• Exercise
Please tally the lines below that contain the word "canvas" and reply with the total alone.
+++ Provided data +++
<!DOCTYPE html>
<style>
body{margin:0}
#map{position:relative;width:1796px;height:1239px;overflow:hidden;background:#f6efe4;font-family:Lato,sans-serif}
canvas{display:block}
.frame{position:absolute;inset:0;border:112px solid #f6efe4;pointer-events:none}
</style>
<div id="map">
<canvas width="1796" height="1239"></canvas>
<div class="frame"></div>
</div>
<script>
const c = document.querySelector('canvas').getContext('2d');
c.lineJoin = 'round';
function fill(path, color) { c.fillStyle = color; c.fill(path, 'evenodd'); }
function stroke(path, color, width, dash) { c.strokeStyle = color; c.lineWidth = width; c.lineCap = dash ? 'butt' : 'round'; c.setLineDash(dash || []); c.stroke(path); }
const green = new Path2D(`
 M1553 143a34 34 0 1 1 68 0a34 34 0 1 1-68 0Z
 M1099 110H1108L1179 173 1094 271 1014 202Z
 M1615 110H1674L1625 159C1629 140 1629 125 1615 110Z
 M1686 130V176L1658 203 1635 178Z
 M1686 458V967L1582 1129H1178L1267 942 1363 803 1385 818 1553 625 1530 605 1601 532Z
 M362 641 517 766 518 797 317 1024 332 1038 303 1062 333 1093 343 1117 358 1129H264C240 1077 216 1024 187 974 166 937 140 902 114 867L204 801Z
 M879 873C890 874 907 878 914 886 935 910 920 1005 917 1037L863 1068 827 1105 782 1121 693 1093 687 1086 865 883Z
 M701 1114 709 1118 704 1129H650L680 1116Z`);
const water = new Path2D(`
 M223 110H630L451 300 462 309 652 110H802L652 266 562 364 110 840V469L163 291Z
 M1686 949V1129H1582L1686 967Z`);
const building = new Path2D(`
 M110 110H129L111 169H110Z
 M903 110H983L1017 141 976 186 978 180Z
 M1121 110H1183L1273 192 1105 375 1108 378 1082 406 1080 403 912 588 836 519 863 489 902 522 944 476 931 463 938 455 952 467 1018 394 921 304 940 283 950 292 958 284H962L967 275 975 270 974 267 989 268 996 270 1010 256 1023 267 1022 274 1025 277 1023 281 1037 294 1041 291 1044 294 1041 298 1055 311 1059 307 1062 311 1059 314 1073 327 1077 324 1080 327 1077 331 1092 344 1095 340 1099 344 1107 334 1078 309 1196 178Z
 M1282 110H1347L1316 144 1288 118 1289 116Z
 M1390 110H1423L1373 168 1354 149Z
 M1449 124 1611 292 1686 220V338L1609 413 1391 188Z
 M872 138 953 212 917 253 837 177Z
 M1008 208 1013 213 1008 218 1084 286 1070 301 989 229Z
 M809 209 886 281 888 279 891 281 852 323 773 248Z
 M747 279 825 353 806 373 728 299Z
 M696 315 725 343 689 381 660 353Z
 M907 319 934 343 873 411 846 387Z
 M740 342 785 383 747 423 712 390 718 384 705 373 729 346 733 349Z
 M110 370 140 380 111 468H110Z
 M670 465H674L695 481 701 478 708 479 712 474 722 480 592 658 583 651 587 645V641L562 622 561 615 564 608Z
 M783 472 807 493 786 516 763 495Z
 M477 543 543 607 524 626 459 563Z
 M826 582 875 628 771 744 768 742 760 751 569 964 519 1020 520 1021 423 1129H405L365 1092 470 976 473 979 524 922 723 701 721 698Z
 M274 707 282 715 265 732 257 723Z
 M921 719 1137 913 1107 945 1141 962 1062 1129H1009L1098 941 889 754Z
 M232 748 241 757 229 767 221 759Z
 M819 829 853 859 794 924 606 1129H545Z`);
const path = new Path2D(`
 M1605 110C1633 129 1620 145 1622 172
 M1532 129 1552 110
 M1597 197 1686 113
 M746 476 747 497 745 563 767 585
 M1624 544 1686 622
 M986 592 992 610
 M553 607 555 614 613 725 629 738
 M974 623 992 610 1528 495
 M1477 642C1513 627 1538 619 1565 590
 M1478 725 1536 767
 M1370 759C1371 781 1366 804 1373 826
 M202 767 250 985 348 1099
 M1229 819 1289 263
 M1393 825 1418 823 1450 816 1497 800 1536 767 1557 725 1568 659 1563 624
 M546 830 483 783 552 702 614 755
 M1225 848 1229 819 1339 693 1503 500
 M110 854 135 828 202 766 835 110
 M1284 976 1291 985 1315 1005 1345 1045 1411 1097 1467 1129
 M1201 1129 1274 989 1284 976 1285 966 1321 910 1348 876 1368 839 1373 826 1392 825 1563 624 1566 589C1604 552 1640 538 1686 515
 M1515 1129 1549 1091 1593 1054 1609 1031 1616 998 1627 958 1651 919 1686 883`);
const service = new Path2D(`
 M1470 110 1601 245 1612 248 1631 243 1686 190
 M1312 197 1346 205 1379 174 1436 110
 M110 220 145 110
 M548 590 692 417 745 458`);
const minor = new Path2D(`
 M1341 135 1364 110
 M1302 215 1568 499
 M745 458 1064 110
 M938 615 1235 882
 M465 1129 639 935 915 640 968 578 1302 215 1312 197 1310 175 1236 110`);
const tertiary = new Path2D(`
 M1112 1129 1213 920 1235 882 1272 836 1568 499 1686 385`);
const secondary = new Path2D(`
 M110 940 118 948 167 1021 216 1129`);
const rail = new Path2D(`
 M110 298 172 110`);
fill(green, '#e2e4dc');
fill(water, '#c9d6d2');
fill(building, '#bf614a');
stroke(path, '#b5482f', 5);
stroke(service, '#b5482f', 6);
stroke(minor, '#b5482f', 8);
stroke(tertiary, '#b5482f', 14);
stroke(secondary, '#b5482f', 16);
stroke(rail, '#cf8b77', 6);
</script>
+++
• Exercise solution
3